Le dernier de ces écrits, d'une aquarelle délicate mais d'un contour de graveur, affecte une ambiguïté qui met à l'abri son auteur en même temps qu'elle pourrait compromettre son diffuseur.

Il est signé Pierre de L'Arbre, ce qui est d'emblée un assemblage paradoxal en même temps que l'aveu d'une cuistrerie. Le minéral accouplé au végétaL annonce biologiquement une paternité réciproque et donne au dialogue un éclairage "Rembrandtesque" difficile à profiler, qui s'identifie d'une manière félonne à une réalité n'excluant pas l'existence d'une palpable identité.

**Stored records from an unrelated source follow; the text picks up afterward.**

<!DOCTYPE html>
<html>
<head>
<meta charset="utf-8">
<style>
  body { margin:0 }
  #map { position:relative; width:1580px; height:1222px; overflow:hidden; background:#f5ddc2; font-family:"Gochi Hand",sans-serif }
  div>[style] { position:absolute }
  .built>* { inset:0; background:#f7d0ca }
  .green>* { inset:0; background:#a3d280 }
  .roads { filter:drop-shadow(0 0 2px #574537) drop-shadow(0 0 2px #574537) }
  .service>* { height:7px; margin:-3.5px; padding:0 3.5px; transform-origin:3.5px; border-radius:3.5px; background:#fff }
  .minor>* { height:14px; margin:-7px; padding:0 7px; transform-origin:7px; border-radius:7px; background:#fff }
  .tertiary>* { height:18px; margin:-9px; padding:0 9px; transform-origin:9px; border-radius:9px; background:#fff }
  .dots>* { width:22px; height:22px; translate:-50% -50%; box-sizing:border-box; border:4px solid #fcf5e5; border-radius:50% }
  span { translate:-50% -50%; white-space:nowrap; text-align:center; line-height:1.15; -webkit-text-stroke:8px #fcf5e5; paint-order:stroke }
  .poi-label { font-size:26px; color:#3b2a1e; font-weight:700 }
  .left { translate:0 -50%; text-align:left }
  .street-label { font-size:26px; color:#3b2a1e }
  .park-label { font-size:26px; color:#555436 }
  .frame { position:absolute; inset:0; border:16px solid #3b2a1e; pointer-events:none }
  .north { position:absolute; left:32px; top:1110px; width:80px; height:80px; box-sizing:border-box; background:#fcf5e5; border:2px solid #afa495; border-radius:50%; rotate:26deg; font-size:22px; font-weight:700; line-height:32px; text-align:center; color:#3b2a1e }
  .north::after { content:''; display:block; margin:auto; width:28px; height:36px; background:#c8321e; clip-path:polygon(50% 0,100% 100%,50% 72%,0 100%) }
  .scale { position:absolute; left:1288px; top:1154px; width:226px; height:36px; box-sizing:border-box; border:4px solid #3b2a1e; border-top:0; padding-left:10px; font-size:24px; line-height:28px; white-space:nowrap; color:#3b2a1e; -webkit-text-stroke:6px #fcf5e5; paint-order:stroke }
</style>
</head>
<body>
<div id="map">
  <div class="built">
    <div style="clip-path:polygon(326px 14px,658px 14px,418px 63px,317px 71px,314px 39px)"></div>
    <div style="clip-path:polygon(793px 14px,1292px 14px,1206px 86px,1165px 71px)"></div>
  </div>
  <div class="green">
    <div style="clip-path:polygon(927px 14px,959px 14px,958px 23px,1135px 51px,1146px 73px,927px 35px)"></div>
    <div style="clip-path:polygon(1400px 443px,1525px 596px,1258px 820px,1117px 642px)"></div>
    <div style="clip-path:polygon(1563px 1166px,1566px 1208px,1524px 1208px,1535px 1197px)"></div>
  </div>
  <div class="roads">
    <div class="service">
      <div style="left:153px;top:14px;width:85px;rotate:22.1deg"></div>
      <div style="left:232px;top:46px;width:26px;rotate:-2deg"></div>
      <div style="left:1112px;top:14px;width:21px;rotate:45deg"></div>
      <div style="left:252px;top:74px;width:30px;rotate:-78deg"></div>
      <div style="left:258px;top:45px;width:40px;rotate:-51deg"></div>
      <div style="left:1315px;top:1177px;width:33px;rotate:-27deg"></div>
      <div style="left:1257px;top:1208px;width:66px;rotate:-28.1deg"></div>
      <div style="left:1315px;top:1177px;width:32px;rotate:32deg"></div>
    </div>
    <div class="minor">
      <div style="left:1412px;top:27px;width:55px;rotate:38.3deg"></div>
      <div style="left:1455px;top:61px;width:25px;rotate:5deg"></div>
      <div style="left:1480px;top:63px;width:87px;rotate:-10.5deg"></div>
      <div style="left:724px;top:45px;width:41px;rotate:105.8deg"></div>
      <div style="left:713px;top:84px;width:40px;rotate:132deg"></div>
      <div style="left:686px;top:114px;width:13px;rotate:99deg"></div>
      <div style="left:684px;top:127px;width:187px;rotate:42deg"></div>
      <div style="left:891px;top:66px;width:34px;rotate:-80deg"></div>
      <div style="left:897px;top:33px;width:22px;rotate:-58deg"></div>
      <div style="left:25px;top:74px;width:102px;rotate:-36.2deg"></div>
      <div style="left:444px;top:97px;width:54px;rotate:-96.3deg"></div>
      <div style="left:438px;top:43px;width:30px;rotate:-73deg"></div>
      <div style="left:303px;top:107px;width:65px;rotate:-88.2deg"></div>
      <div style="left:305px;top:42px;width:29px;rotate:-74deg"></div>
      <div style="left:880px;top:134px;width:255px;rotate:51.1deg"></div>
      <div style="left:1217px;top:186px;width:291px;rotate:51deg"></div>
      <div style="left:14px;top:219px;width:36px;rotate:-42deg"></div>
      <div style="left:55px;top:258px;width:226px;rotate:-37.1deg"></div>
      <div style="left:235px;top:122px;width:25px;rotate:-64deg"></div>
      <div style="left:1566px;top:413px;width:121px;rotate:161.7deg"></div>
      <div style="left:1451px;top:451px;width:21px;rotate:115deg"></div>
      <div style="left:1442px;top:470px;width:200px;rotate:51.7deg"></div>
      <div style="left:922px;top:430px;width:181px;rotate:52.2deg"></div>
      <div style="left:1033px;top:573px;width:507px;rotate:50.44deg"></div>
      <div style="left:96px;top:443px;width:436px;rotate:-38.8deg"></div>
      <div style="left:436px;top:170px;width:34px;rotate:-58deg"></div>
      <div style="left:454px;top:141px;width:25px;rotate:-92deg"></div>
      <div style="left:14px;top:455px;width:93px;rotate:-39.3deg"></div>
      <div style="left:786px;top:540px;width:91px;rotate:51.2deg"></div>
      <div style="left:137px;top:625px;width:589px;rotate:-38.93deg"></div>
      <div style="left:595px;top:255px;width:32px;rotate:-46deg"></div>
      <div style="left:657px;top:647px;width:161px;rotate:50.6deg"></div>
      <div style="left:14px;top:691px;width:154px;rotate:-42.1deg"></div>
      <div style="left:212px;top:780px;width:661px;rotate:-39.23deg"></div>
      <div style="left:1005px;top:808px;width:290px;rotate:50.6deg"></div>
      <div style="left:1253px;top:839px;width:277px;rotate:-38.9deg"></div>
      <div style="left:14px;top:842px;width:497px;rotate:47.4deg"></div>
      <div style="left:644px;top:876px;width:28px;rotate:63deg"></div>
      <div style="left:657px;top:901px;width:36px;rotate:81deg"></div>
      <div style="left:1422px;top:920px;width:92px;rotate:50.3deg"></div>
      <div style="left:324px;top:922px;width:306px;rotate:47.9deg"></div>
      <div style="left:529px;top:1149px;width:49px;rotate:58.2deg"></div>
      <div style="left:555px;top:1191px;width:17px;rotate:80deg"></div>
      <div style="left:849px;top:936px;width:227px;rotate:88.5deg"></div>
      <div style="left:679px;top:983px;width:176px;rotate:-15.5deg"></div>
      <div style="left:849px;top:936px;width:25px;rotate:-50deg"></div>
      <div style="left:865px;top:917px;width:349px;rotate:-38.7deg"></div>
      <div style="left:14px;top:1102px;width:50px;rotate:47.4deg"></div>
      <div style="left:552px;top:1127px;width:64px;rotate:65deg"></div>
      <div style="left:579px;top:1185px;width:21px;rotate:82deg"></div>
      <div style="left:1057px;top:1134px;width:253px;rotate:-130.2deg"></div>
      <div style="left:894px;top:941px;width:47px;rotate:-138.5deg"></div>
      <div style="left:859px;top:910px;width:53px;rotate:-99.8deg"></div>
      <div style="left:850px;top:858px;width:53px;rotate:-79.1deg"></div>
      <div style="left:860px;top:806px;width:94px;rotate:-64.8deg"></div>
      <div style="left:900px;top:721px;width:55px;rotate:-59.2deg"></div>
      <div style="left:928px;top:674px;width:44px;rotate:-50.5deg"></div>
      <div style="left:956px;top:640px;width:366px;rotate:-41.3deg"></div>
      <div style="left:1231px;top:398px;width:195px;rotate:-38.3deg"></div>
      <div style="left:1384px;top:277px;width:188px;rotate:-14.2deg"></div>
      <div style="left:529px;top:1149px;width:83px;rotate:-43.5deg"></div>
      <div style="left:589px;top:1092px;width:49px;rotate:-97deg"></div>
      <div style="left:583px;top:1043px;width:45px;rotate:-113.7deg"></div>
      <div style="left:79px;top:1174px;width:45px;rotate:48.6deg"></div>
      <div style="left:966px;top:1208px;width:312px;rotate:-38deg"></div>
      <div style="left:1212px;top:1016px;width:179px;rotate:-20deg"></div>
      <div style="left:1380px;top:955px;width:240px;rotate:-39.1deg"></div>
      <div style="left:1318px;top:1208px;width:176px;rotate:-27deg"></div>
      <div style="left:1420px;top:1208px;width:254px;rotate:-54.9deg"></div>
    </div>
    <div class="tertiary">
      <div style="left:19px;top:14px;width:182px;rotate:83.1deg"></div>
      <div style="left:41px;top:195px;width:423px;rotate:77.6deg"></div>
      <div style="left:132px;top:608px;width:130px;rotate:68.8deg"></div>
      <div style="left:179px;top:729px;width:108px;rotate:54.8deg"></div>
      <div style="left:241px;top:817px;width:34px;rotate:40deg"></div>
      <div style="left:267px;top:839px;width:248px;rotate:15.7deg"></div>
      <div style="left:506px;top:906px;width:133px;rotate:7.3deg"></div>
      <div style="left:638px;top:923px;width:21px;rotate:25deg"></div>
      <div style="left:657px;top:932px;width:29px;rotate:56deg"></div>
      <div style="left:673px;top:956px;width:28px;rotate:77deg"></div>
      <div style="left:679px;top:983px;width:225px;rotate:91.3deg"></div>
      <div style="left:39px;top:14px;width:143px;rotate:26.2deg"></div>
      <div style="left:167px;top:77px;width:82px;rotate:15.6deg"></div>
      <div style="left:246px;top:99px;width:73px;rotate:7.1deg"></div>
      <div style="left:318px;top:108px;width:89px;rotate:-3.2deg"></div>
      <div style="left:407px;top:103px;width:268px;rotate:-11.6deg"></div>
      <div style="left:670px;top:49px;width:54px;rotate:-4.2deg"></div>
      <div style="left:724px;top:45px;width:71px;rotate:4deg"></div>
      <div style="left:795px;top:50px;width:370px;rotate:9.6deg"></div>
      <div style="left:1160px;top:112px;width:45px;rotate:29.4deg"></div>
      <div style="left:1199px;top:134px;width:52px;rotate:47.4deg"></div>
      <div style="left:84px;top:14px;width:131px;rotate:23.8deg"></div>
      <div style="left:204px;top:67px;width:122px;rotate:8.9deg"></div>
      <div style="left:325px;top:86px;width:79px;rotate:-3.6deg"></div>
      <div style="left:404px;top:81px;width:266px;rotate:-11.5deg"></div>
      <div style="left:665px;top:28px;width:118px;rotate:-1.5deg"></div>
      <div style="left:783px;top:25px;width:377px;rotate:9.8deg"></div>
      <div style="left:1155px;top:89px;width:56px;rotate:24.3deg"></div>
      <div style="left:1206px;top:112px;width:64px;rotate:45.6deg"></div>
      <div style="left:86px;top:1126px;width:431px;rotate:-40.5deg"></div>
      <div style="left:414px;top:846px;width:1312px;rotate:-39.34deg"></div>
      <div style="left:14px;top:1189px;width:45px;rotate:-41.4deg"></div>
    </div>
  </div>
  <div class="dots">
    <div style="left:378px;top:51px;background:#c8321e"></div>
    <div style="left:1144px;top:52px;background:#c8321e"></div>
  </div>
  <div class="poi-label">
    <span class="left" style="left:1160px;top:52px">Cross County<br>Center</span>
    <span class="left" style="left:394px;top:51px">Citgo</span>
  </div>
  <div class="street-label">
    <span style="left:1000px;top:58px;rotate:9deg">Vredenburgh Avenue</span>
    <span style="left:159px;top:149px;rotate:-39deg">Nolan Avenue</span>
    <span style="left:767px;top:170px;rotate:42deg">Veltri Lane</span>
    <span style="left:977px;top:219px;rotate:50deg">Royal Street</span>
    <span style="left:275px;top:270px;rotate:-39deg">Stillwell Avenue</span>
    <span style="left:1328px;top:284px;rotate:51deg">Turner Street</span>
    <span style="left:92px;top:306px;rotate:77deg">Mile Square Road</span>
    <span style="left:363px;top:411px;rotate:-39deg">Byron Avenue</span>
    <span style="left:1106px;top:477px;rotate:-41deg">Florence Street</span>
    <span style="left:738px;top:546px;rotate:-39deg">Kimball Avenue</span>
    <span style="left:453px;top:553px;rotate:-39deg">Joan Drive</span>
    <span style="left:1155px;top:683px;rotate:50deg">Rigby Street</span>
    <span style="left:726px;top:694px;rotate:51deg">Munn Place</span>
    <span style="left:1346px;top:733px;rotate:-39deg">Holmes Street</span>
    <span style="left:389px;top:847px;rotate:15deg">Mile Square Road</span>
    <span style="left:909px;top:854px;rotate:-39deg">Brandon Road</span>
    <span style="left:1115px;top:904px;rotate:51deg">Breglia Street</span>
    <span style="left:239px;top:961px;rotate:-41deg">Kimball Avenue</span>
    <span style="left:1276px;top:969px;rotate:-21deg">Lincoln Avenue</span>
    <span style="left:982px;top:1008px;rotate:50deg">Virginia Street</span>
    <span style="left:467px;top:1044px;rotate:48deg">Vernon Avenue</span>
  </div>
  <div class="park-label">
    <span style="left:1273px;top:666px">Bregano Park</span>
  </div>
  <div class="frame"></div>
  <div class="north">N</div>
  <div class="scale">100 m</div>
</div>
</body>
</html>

Alors Pierre de L'Arbre prétend avoir vécu une rencontre avec un certain Monsieur Grippe De La Soulte prétendument chargé de fiction (sic) au finistère (sic) des "étranges affaires culturelles" (sic)

Voici son rapport:

«P.D.L.A. auteur d'une courte symphonie ( mais , dit-il d'une explosive puissance) refuse, plutôt que néglige, de prolonger son geste créateur et préfère se consacrer à faire connaître cette première oeuvre avant de poursuivre sa vocation. L'oeil rond des naïfs cependant plissé aux commissures comme le sont ceux des renards, il force la porte de G.D.L.S. et lui chante tant bien que mal sa page audacieuse ( car G.D.L.S. ne lit pas la clé d'ut ) et fait résonner le couloir de sa voix fausse et tonitruante.

Et là , commence l'épopée!

Je dois dire pour la pure information (l'est-elle jamais) que le papier jauni et fragile à l'extrême qui remonterait peut-être aux incunables xylographiques ou même aux palimpsestes (ceci ouvrirait un procès de restitution) fixe la datation à une ère imprécise, quoique le style moderne confirme l'impossible.

G.D.L.S. fidèle aux institutions, aussi implacable sous les empires que sous les républiques, lui aurait tendu d'une main élégante et d'un élan dont l'onctuosité cache l'incontournable, un formulaire en quarante pages beaucoup plus complexe mais sans doute moins original que la partition qui vaut à l'auteur l'entreprise de la démarche.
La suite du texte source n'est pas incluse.